Plummer-Vinson Syndrome with Mutilans Rheumatoid Arthritis
I recently came across some strange x-rays of a hand. At first, I thought the deformation of the bone and hand tissue was perhaps due to an accident of some sort, but the longer I looked at the x-ray, the less sense that made to me.
After some research, I learned that what I was looking at was a product of Plummer-Vinson Syndrome.

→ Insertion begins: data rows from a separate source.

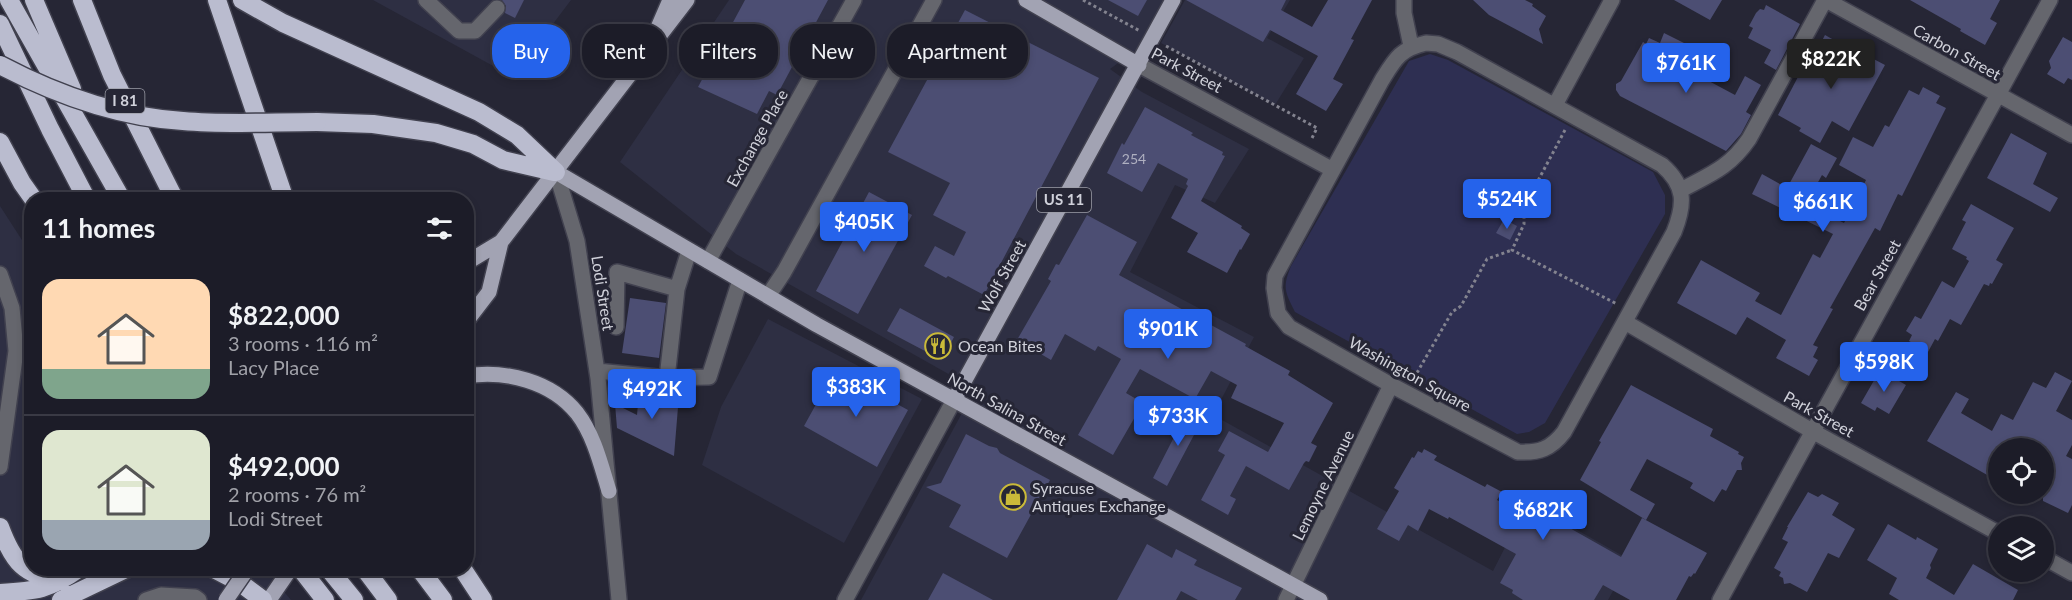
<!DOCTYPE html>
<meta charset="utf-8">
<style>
body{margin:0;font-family:Lato,sans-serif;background:#252530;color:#f1f3f6;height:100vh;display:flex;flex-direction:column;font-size:22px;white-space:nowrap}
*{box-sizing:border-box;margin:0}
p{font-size:20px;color:#a0a1a8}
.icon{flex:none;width:33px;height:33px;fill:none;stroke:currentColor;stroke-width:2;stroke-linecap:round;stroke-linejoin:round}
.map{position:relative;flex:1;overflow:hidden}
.drawer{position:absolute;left:24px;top:192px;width:450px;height:384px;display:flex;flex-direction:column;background:#1c1c28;border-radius:24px;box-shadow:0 3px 9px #0003,0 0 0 2px #3a3a45}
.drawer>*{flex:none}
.banner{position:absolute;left:492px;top:24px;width:570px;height:54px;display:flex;gap:12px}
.buttons{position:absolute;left:1988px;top:438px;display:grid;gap:12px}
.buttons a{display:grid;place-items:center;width:66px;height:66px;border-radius:50%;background:#1c1c28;box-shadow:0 3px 9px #0003,0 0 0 2px #3a3a45;font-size:30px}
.price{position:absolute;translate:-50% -51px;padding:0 14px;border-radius:6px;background:#2563eb;color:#fff;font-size:20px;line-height:39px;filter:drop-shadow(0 2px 3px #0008)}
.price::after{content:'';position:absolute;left:50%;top:36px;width:18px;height:14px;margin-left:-9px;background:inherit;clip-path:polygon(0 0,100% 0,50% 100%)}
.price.on{background:#222;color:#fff}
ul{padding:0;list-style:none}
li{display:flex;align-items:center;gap:18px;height:150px;padding:0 18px}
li+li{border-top:2px solid #3a3a45}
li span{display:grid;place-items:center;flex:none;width:168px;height:120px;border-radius:18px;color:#555}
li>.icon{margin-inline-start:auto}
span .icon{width:72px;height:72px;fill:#fffc;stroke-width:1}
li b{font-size:26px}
h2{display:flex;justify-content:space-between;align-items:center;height:72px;padding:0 18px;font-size:26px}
.tag{padding:0 21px;border-radius:24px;background:#1c1c28;box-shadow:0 3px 9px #0003,0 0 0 2px #3a3a45;font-size:21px;line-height:54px}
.tag.on{background:#2563eb;color:#fff}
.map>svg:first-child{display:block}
</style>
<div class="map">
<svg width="2072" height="600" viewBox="0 0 2072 600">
<rect width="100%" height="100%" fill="#262635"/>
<!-- built -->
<path fill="#2e2f43" d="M373 0H571L513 77Z
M729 0H1168L1152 38 1110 69 1142 92 1249 149 1215 203 1175 185 1130 272 1254 337 1213 415 1493 571 1528 502 1630 560 1608 600H861L975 389 736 254 620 162Z
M1185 0H1290L1267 38 1304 58 1275 105 1161 43Z
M0 206 31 254 32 568 265 569 291 600H0Z
M768 319 922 399 844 543 702 465 721 407Z"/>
<!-- green -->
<path fill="#2e2f52" d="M1430 54 1448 60 1653 172 1665 195V214L1545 423 1529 432 1517 434 1295 312C1285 292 1282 288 1291 266L1409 61Z"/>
<!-- building -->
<path fill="#4c4e73" d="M502 0H524L515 18 505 13 506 6Z
M745 0H828L777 95 769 91 757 114 698 87Z
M1108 0H1147L1138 16Z
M1186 0H1286L1281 10 1312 27 1328 0H1372L1351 39 1354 40 1333 79 1343 84 1326 111 1296 94 1318 56 1270 30 1263 42Z
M1473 0H1525L1533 4 1532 6 1546 16 1539 29 1543 44 1489 15Z
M1674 0H1722L1710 20Z
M1910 0H2000L1990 19 1997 23 1985 45 1960 31 1961 29Z
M1766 5 1800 24 1776 70 1764 63 1771 50 1748 38 1753 28 1749 26 1756 13 1760 9 1764 10Z
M965 10 1099 78 984 295 948 276 946 278 924 266 935 246 954 256 966 232 933 215 950 183 888 152Z
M1664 33 1690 46 1680 65 1692 72 1735 95 1745 76 1761 85 1746 112 1751 115 1741 134 1726 151 1620 96 1616 90V84L1621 81 1643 42 1646 44 1649 38 1660 43Z
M1825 35 1864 57 1866 55 1885 65 1849 131 1832 121 1820 143 1799 131 1801 128 1778 115 1799 75 1803 77Z
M2063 37 2072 42V80L2068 78 2064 84 2047 74 2051 68 2049 61Z
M1923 87 1940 96 1936 103 1946 108 1902 196 1898 194 1880 231 1875 228 1830 308 1833 309 1813 345 1818 347 1813 357 1818 360 1809 376 1776 358 1786 340 1747 317 1736 335 1677 303 1701 260 1760 293 1755 301 1781 315 1813 254 1820 258 1833 234 1752 194 1762 174 1787 188 1811 144 1837 158 1826 178 1822 175 1807 202 1817 206 1816 209 1844 223 1866 180 1839 165 1853 137 1873 147 1885 125 1889 127 1909 90 1919 95Z
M1145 107 1193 133 1191 135 1223 152 1222 155 1225 156 1201 201 1242 226 1241 228 1250 234 1241 250 1240 249 1227 273 1187 252 1198 233 1171 218 1188 186 1186 184 1188 179 1158 163 1142 192 1107 173 1122 143 1124 145Z
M2011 133 2047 153 2033 184 2058 198 2050 212 1987 178Z
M869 192 912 215 858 314 816 291Z
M1971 204 2014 228 1996 260 2003 264 1992 284 1990 283 1989 286 1984 284 1961 325 1950 319 1938 341 1935 339 1928 352 1909 341 1912 335 1906 331 1915 316 1921 319 1942 281 1954 288 1969 261 1966 259 1967 257 1952 249 1966 222 1962 220Z
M1087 215 1137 242 1119 275 1246 344 1245 346 1290 371 1288 375 1333 403 1311 443 1317 446 1309 462 1306 461 1304 463 1289 490 1246 466 1230 496 1236 499 1228 515 1201 500 1225 455 1218 451 1229 431 1268 452 1284 423 1231 398 1237 385 1211 371 1195 399 1140 369 1126 393 1143 403 1113 455 1078 435 1121 359 1098 346 1095 351 1065 334 1051 360 1017 340 1051 281 1048 279 1056 264 1059 265Z
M1504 219 1517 226 1510 240 1496 233Z
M630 298 666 303 659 358 622 353Z
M900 308 954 337 942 360 887 331Z
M835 370 908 410 877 467 804 426Z
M1880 370 1906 385 1889 414 1877 407 1875 411 1861 403Z
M2055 372 2072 381 2056 411 2072 420V445L2066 456 2072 459V505L2068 513 2043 501V448H1998V460L1989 476 1927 441 1956 392 1969 399 1961 413 1992 431 2001 414 2013 420 2033 382 2046 388Z
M1631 385 1713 429 1710 436 1739 452 1738 454 1744 457 1741 463 1742 470H1737L1726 491 1722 489 1714 502 1690 488 1693 483 1647 459 1630 490 1655 504 1646 520 1580 480 1601 442 1599 441Z
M653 388 679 395 674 456 617 428 615 404 637 415 639 393 653 395Z
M1190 406 1203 413 1196 426 1193 434 1194 435 1167 486 1153 478Z
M966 434 989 446 997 448 1000 453 1050 480 1007 558 949 527 961 505 926 487 941 483Z
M1424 449 1437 456 1434 460 1485 487 1487 484 1502 492 1497 500 1524 514 1529 505 1621 557 1642 518 1707 553 1695 574 1694 573 1691 577 1689 576 1676 600H1630L1603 585 1594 600H1523L1512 593 1513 590 1500 583 1516 554 1449 517 1448 519 1429 509 1418 531 1408 525 1399 541 1377 529 1399 491 1394 488 1412 457 1414 458 1418 451 1422 453Z
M1808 492 1818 497 1822 494 1839 503 1832 515 1855 529 1839 558 1828 553 1807 592 1790 583 1784 584 1783 578 1779 576 1781 572 1774 568 1788 542 1782 539 1788 527H1787Z
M1888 524 1916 540 1917 537 1938 549 1930 565 1931 568 1926 578 1954 595 1973 564 2018 590 2013 600H1899L1889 594 1897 578 1867 560Z
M1147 544 1172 558 1176 549 1197 560 1194 565 1242 588 1235 600H1198L1181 591 1176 600H1117Z
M943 573 993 600H928Z"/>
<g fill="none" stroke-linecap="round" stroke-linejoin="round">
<!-- minor casing -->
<g stroke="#41414f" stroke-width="18">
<path id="minor" d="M426 0 459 31H475L497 8
M1404 0V13L1411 46
M1826 0 2072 135
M1426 43 1438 44 1457 52 1662 165C1686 186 1685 204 1674 232L1564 432C1551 449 1539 453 1518 452L1391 385 1289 327 1278 313 1274 288 1275 276 1382 80C1395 59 1400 49 1426 43Z
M1139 65 1333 170
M1555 105 1612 0
M556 172 577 241 598 378 619 600
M1681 190C1711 174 1729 168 1749 139L1825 0
M708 261 854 0
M0 274 12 308 16 351 0 467
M768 296 784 272 934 0
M1625 322 1812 431 1998 533
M616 327 617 272 677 289
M597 371 667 378 677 289 689 251
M667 378 709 377 740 280
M2043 557 2072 573
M146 600 161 595 195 597 199 600
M845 600 954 400
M1286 600 1391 385
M1720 600 2050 0"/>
</g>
<!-- major casing -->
<g stroke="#41414f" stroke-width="18">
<path id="major" d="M1026 0 1139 65
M657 30 670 0
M556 172 817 325 1320 600
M466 263 501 242 687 0
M466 322 489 292 501 242
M466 376C506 370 551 381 577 413 594 435 601 465 609 491
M954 400 1173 0
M269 600 291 568"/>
</g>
<!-- highway casing -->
<g stroke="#41414f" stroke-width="21">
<path id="highway" d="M9 0 122 200
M34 0 72 89
M82 0 112 75 175 200
M217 0 285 200
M242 0 283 23 479 112 517 135 556 172
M0 24 50 129 87 200
M317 122 373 124 436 133 473 144 503 160 554 172
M0 142 22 183 34 200
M0 527C13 562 24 576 62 581
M212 568 239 582 263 600
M300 568 325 600
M328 568 354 600
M364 568 388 600
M419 568 443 600
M462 568 483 600
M0 593C36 591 49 590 80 568
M61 600 128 568"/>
</g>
<!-- path -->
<path stroke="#83838f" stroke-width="3" stroke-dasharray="3 3" stroke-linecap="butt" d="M1083 0 1140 31
M1166 46 1317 128 1311 140
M1565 130 1524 207V224L1512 250 1617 304
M1414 378 1452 312 1461 306 1487 259 1512 250"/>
<!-- minor -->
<use href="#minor" stroke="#65666d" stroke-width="15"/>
<!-- major -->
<use href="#major" stroke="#a2a3b3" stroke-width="15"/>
<!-- highway -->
<use href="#highway" stroke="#babccf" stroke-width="18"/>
<!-- major-bridge casing -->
<g stroke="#41414f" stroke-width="18" stroke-linecap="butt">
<path id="major-bridge" d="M226 600 248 568"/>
</g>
<!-- highway-bridge casing -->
<g stroke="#41414f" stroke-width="21" stroke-linecap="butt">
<path id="highway-bridge" d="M0 65C57 95 119 117 183 121 227 125 272 122 317 122"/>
</g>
<!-- major-bridge -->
<use href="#major-bridge" stroke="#a2a3b3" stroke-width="15"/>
<!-- highway-bridge -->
<use href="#highway-bridge" stroke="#babccf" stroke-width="18"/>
</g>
<!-- icons -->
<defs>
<g id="restaurant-ring" transform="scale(1.35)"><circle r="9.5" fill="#262635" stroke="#caba39" stroke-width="1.5"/><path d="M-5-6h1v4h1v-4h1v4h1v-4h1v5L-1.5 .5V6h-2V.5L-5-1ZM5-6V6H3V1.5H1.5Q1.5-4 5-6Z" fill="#caba39"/></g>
<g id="shop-ring" transform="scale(1.35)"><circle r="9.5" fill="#262635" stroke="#caba39" stroke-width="1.5"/><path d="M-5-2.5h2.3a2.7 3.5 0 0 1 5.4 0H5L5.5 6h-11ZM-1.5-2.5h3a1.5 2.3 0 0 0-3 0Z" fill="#caba39"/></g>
</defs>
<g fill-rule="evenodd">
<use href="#restaurant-ring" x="938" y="346"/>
<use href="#shop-ring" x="1013" y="497"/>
</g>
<g text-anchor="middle" stroke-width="6" stroke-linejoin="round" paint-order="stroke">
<!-- number labels -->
<g font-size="14" fill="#afb0c0">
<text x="1134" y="164">254</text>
</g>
<!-- shield labels -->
<g fill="#262635" stroke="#9d9ea8" stroke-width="1.5">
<rect x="105.5" y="89" width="39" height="24" rx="4.5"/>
<rect x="1037" y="188" width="54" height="24" rx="4.5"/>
</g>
<g font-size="15" font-weight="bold" fill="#d0d1da">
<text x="125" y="106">I 81</text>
<text x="1064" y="205">US 11</text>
</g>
<!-- street labels -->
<g font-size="16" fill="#d0d1da" stroke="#262635">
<text transform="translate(1957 52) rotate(29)" y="6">Carbon Street</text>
<text transform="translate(1187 70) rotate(28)" y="6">Park Street</text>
<text transform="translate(757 138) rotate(-61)" y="6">Exchange Place</text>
<text transform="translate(1877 275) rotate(-61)" y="6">Bear Street</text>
<text transform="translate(1002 276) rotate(-61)" y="6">Wolf Street</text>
<text transform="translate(603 293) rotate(81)" y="6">Lodi Street</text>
<text transform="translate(1410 374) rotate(29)" y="6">Washington Square</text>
<text transform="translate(1007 409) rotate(29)" y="6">North Salina Street</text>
<text transform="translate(1819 414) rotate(29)" y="6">Park Street</text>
<text transform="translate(1323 485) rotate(-64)" y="6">Lemoyne Avenue</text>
</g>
<!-- poi labels -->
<g font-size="16" fill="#d0d1da" stroke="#262635" text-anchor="start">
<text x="958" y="352">Ocean Bites</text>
<text x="1032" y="494">Syracuse<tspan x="1032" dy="18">Antiques Exchange</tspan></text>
</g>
</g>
</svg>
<div class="buttons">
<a><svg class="icon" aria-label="locate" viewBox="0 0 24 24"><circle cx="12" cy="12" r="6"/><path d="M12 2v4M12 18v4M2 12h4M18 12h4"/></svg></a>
<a><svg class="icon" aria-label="layers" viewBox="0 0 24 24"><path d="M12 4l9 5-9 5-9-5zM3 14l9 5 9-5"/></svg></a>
</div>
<b class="price on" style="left:1831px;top:90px">$822K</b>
<b class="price" style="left:1686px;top:94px">$761K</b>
<b class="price" style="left:1507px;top:230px">$524K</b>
<b class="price" style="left:1823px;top:233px">$661K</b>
<b class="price" style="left:864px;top:253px">$405K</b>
<b class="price" style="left:1168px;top:360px">$901K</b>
<b class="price" style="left:1884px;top:393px">$598K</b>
<b class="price" style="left:856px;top:418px">$383K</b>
<b class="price" style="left:652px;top:420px">$492K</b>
<b class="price" style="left:1178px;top:447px">$733K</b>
<b class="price" style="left:1543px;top:541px">$682K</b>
<div class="banner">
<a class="tag on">Buy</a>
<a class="tag">Rent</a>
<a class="tag">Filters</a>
<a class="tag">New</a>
<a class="tag">Apartment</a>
</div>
<section class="drawer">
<h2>11 homes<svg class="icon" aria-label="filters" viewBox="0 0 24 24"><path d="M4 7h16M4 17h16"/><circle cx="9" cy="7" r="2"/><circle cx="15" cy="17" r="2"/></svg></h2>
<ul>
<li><span style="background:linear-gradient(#ffd9b3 75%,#7fa58c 0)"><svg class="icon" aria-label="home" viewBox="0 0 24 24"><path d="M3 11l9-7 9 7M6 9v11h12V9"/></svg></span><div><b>$822,000</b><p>3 rooms · 116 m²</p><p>Lacy Place</p></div></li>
<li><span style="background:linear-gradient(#dfe7d0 75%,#9aa5b1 0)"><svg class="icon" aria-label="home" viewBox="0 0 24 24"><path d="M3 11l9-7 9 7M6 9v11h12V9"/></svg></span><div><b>$492,000</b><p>2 rooms · 76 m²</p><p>Lodi Street</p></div></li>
</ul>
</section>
</div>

This syndrome, also known as Paterson Brown-Kelly syndrome, is typically a triad of symptoms:
- microcytic hypochromic anemia – this is when your body has less red blood cells than normal, and they are too small. Many times, this is caused by an iron deficiency.
- oesophageal strictures: this is a narrowing of the esophagus, which is the tube from the mouth to the stomach. This can cause issues swallowing.
- dysphagia: Difficulty swallowing.
I can understand how the three above symptoms go together, but that still doesn’t explain what is going on in that hand.
This is the syndrome when associated with associated with Mutilans Rheumatoid Arthritis. This doesn’t happen to everyone who is diagnosed with Plummer-Vinson Syndrome, but for those who do experience this type of bone pathology, iron deficiency is believed to be a very important contributing factor. Other factors are said to include genetics and other autoimmune operations.
So, what exactly are we looking at here?
With Mutilans Rheumatoid Arthritis, the person’s fingers are shortened because of arthritis. In this case the shortening became so drastic that the hand looks more like a paw. The first deformity occurring at the interphalangeal and metacarpophalangeal joints.
The excess skin caused by the deformities of the finger bones folds around itself.
As the condition progresses, the bones absorb and skeletal architecture is lost.